# Segmenting and Clustering Neighborhoods in Toronto

## Part 1

Importing necessary libraries:

In [105]:
import pandas as pd
import numpy as np

Installing for reading the table on Wikipedia:

In [106]:
!pip install lxml



Assigning the output, from the URL reading, to df:

In [107]:
url = 'http://en.wikipedia.org/wiki/List_of_postal_codes_of_Canada:_M'
df = pd.read_html(url)

Assigning the first list element (pandas data frame) to df:

In [108]:
df = df[0]

Populating Neighbourhood values: 

In [109]:
for i in range (0,288):
    if df.iloc[[i],[2]].values == 'Not assigned':
        df.iloc[[i],[2]] = df.iloc[[i],[1]].values
    else:
        df

Replacing unassigned values with NaN and eventually dropping those rows:

In [110]:
df.replace(to_replace={'Borough':{'Not assigned':np.nan}},inplace =True)
df.dropna(inplace=True)

Adapted from the Coursera Discussion forum for unique Postcode entries:

In [111]:
df = df.groupby(['Postcode','Borough'], sort = False).agg(lambda x: ','.join(x))
df.reset_index(level=['Postcode','Borough'], inplace=True)
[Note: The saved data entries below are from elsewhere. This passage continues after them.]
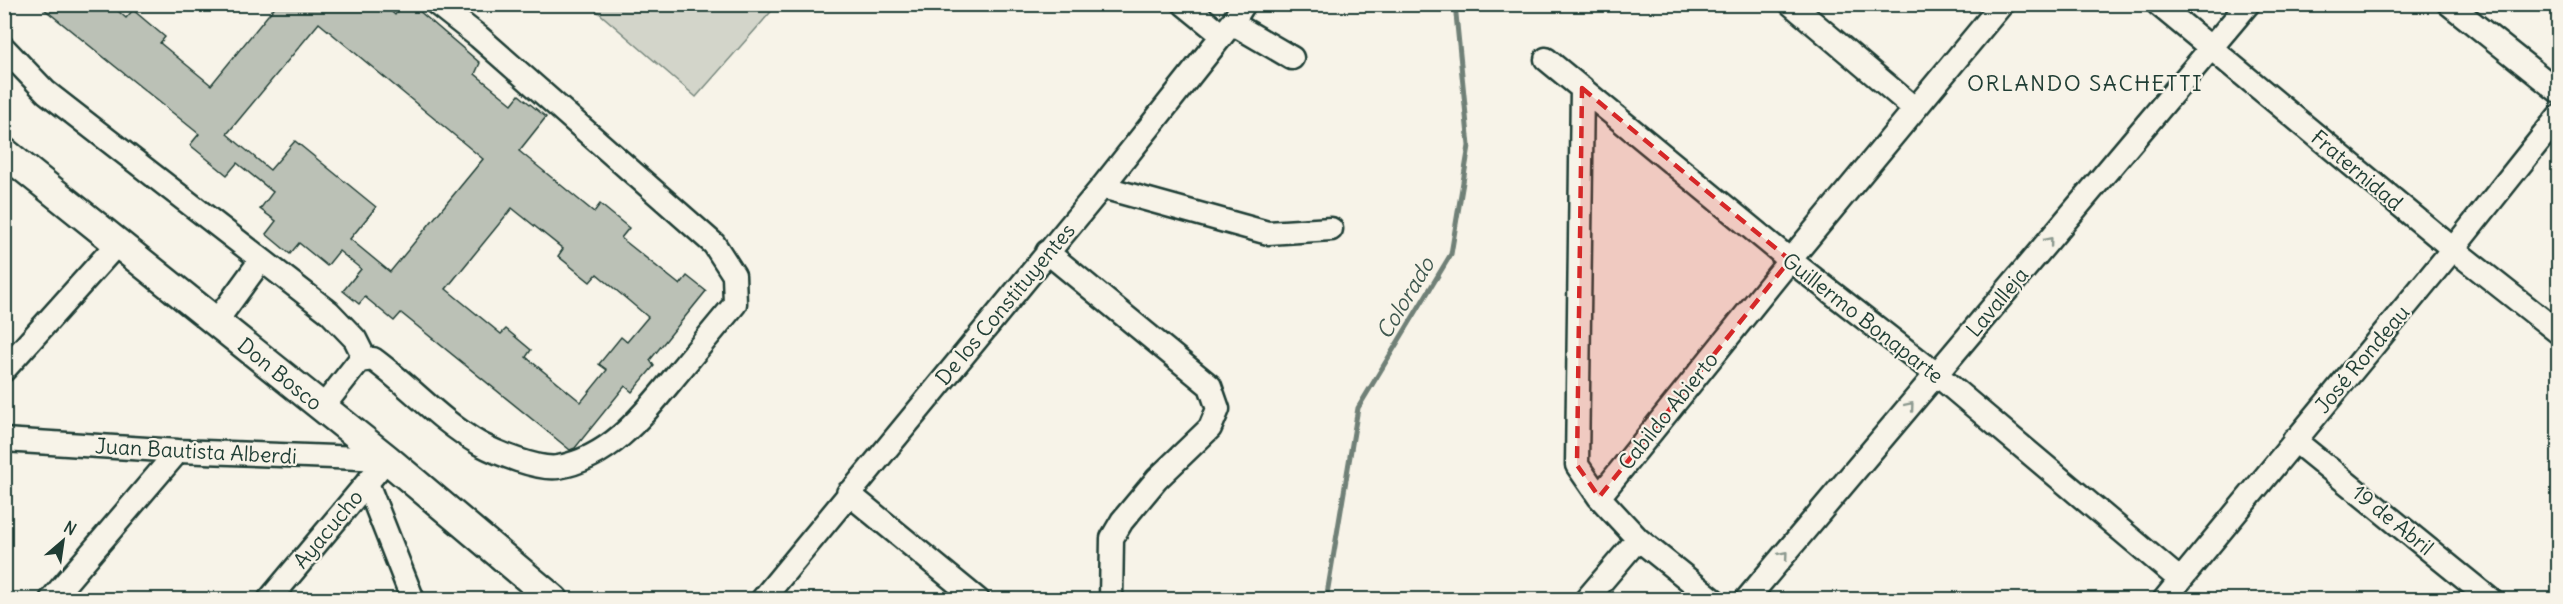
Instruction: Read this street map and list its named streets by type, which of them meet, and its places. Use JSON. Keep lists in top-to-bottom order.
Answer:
{
  "streets": {
    "main road": ["Don Bosco"],
    "street": [
      "Fraternidad",
      "Lavalleja",
      "De los Constituyentes",
      "Guillermo Bonaparte",
      "José Rondeau",
      "Cabildo Abierto",
      "Juan Bautista Alberdi",
      "19 de Abril",
      "Ayacucho"
    ]
  },
  "crossings": [
    ["Fraternidad", "Lavalleja"],
    ["Fraternidad", "José Rondeau"],
    ["Lavalleja", "Guillermo Bonaparte"],
    ["Guillermo Bonaparte", "José Rondeau"],
    ["Guillermo Bonaparte", "Cabildo Abierto"],
    ["José Rondeau", "19 de Abril"],
    ["Don Bosco", "Juan Bautista Alberdi"],
    ["Don Bosco", "Ayacucho"],
    ["Juan Bautista Alberdi", "Ayacucho"]
  ],
  "one_way": ["Lavalleja"],
  "districts": ["ORLANDO SACHETTI"],
  "water": ["Colorado"],
  "north": "top right"
}
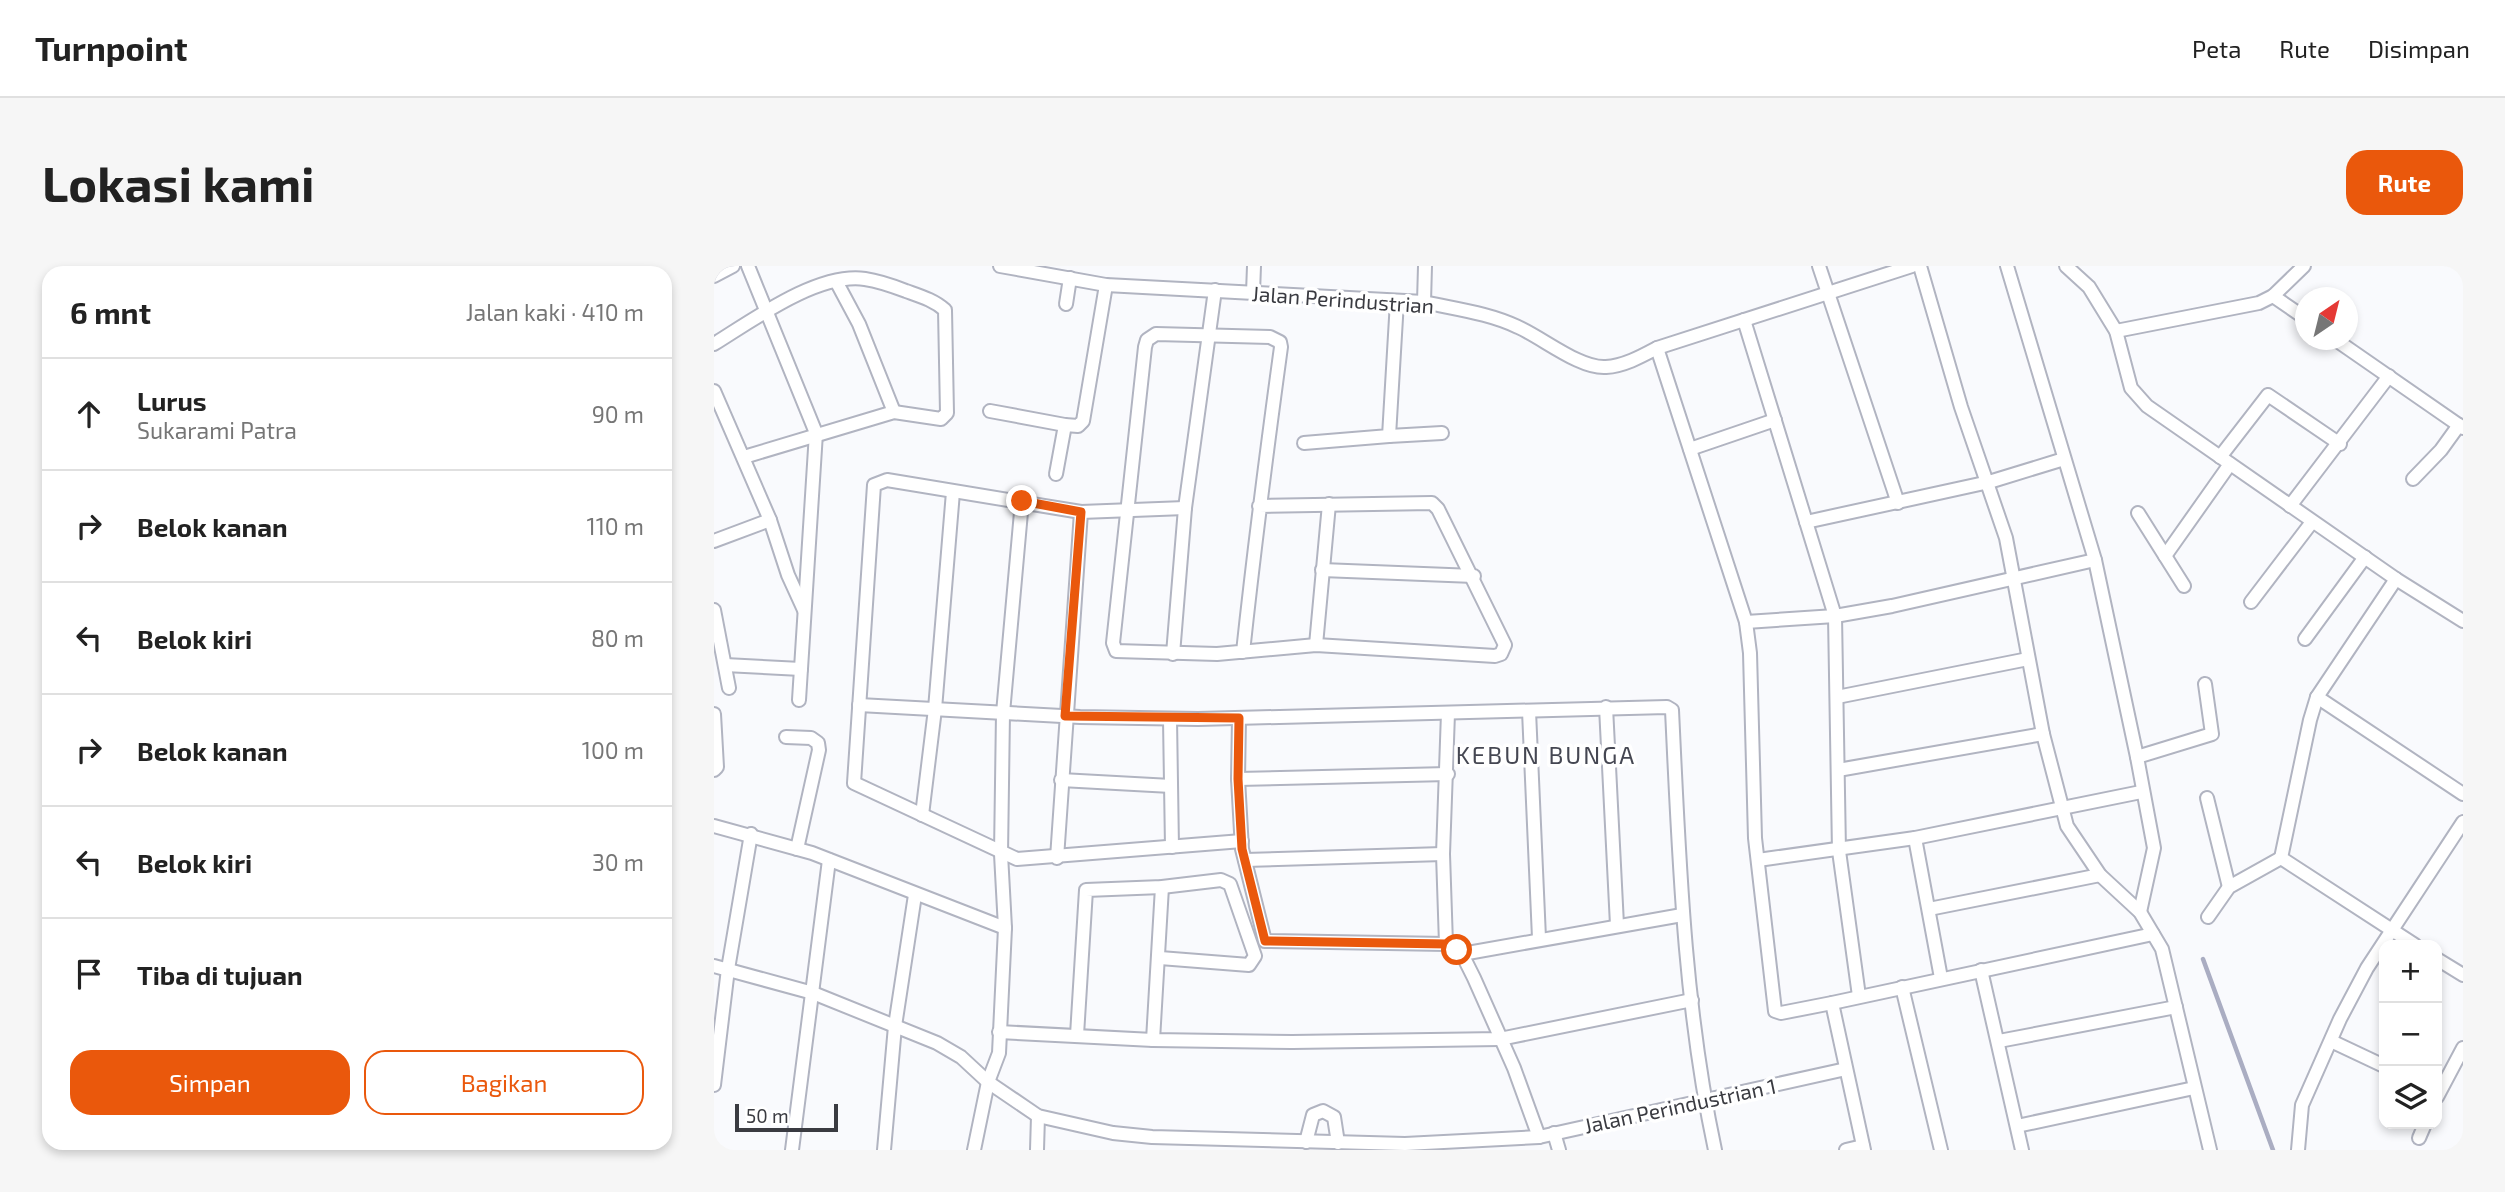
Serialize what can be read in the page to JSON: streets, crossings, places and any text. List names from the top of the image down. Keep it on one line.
{"streets":{"street":["Jalan Perindustrian","Jalan Perindustrian 1"]},"districts":["KEBUN BUNGA"],"scale_bar":"50 m","north":"top right","page":{"header":"Turnpoint","nav":["Peta","Rute","Disimpan"],"buttons":["Rute",["Simpan","Bagikan"]],"title":"Lokasi kami","heading":["6 mnt","Jalan kaki · 410 m"],"list":[["Lurus","Sukarami Patra","90 m"],["Belok kanan","110 m"],["Belok kiri","80 m"],["Belok kanan","100 m"],["Belok kiri","30 m"],"Tiba di tujuan"],"map_buttons":["+","−"],"scale":"50 m"}}
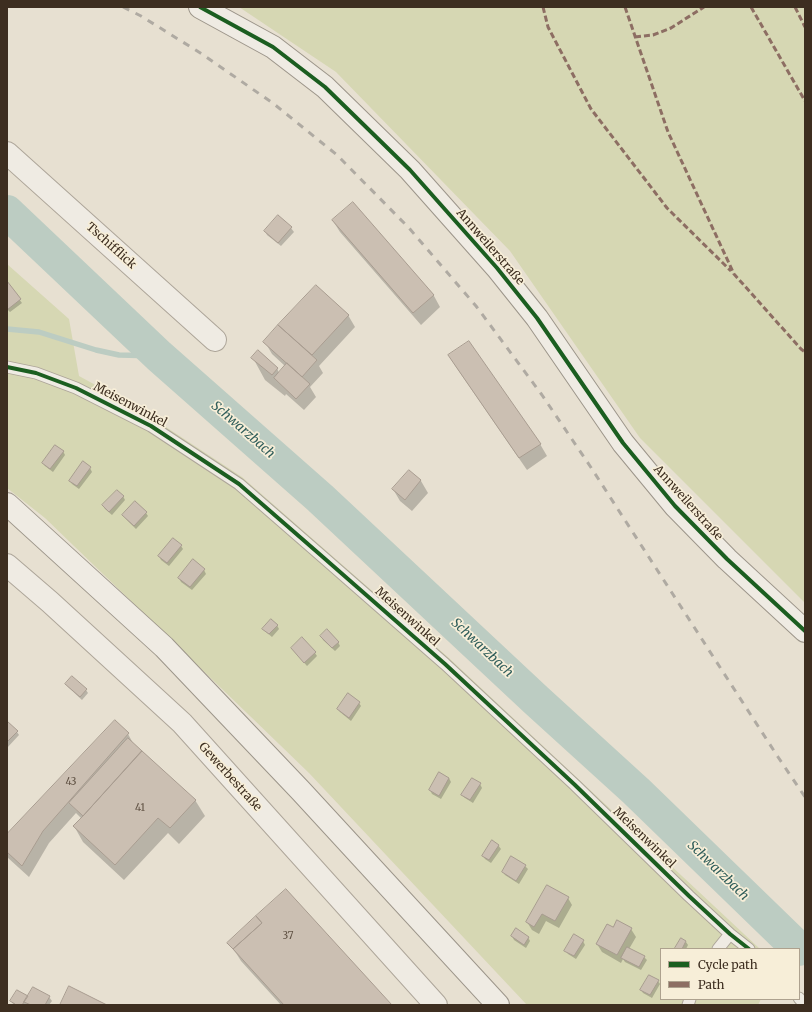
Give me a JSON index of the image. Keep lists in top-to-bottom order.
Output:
{
  "streets": {
    "street": ["Tschifflick", "Annweilerstraße", "Gewerbestraße"],
    "lane": ["Meisenwinkel"]
  },
  "water": ["Schwarzbach"],
  "house_numbers": ["43", "41", "37"],
  "legend": ["Cycle path", "Path"]
}
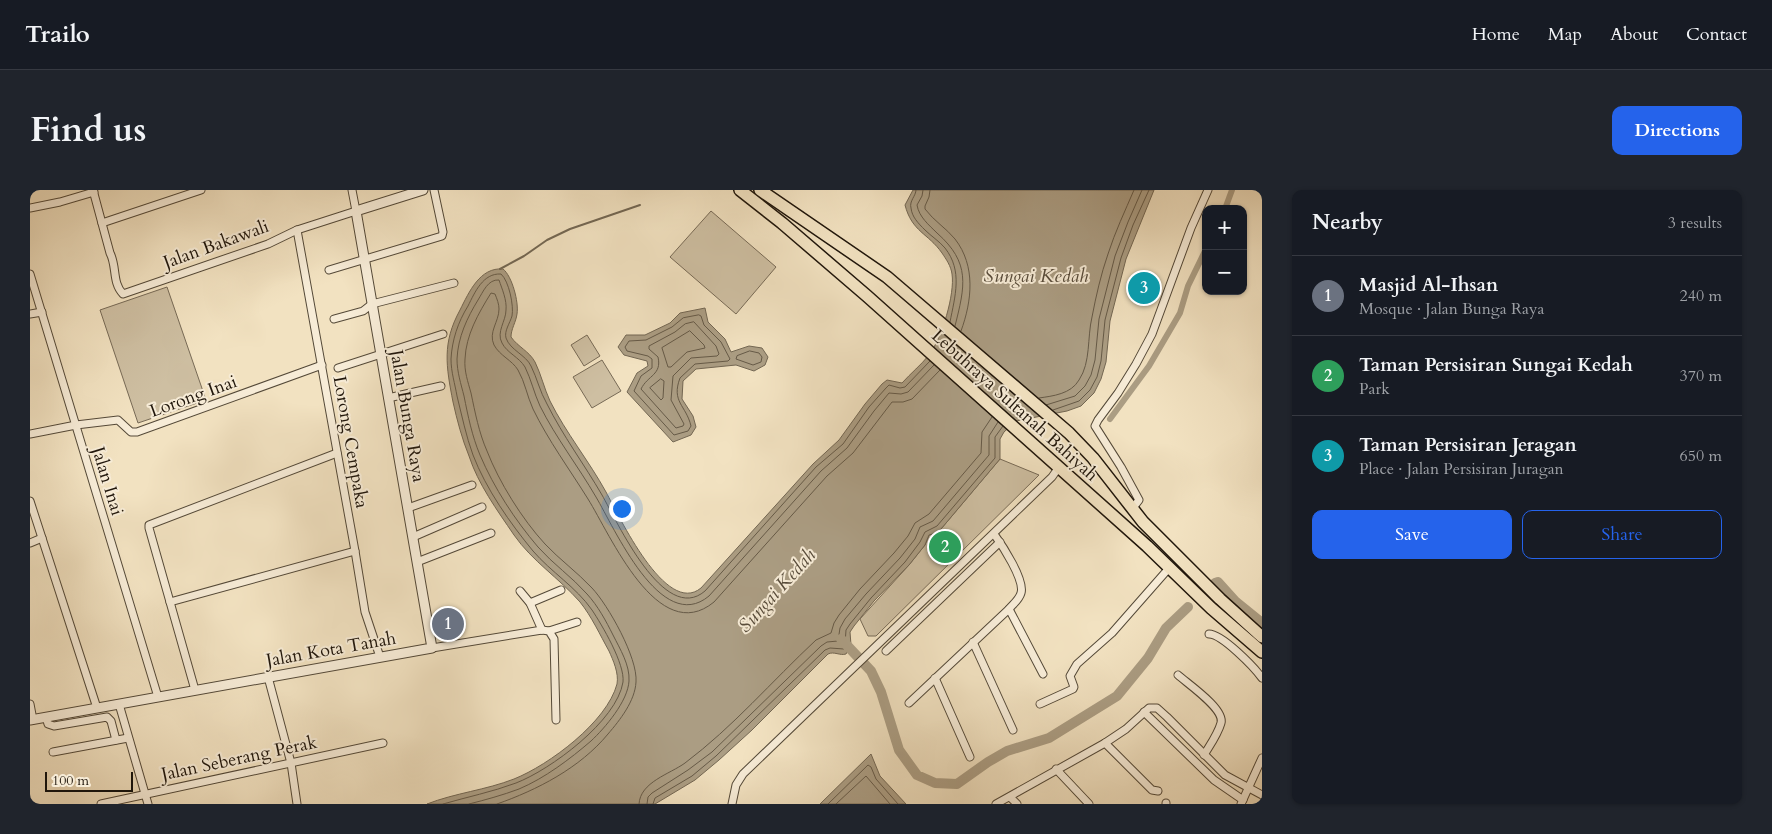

Dimensions of the final Data Frame, df, for Part 1:

In [112]:
df.shape

(103, 3)

## Part 2

Defining `postal_code` for separate storage of Postcode column data: 

In [113]:
postal_code = df['Postcode'].values

Attempt to use `geocoder`, but taking much time:

Using CSV file instead:

In [114]:
latlog = pd.read_csv('https://cocl.us/Geospatial_data')

Joining the data frames:

In [115]:
df = df.join(latlog.set_index('Postal Code'), on='Postcode')

## Part 3

Replicating the lab on NYC:

In [116]:
# Matplotlib and associated plotting modules
import matplotlib.cm as cm
import matplotlib.colors as colors

# import k-means from clustering stage
from sklearn.cluster import KMeans

#!conda install -c conda-forge folium=0.5.0 --yes # uncomment this line if you haven't completed the Foursquare API lab
import folium # map rendering library

Forming the map with label markers: 

In [117]:
mp = folium.Map(location=[43.6532, -79.3832], zoom_start=9.5)

# add markers to map
for pc, lat, lng, borough, neighborhood in zip(df['Postcode'], df['Latitude'], df['Longitude'], df['Borough'], df['Neighbourhood']):
    label = '{} | {} | {} '.format(pc, neighborhood, borough)
    label = folium.Popup(label, parse_html=True)
    folium.CircleMarker(
        [lat, lng],
        radius=5,
        popup=label,
        color='blue',
        fill=True,
        fill_color='#3186cc',
        fill_opacity=0.7,
        parse_html=False).add_to(mp)  
    
mp

Defining Foursquare credentials:

In [118]:
CLIENT_ID = 'EBZBKBMHOC0LNVSTB3HQ5HSFKGJGSZJ0X2N2QR4D4YDBTUMI' # your Foursquare ID
CLIENT_SECRET = 'ASKVML0XTCDWA3CVSFHM4YKXHNZWHYZC4GMVWXQNUWRBZUQZ' # your Foursquare Secret
VERSION = '20180604'
LIMIT = 10

Defining function that gives a data frame for top 10 venues for each neighbourhood within a 500 m radius

In [119]:
def getNearbyVenues(names, latitudes, longitudes, radius=500):
    
    venues_list=[]
    for name, lat, lng in zip(names, latitudes, longitudes):
        print(name)
            
        # create the API request URL
        url = 'https://api.foursquare.com/v2/venues/explore?&client_id={}&client_secret={}&v={}&ll={},{}&radius={}&limit={}'.format(
            CLIENT_ID, 
            CLIENT_SECRET, 
            VERSION, 
            lat, 
            lng, 
            radius, 
            LIMIT)
            
        # make the GET request
        results = requests.get(url).json()["response"]['groups'][0]['items']
        
        # return only relevant information for each nearby venue
        venues_list.append([(
            name, 
            lat, 
            lng, 
            v['venue']['name'], 
            v['venue']['location']['lat'], 
            v['venue']['location']['lng'],  
            v['venue']['categories'][0]['name']) for v in results])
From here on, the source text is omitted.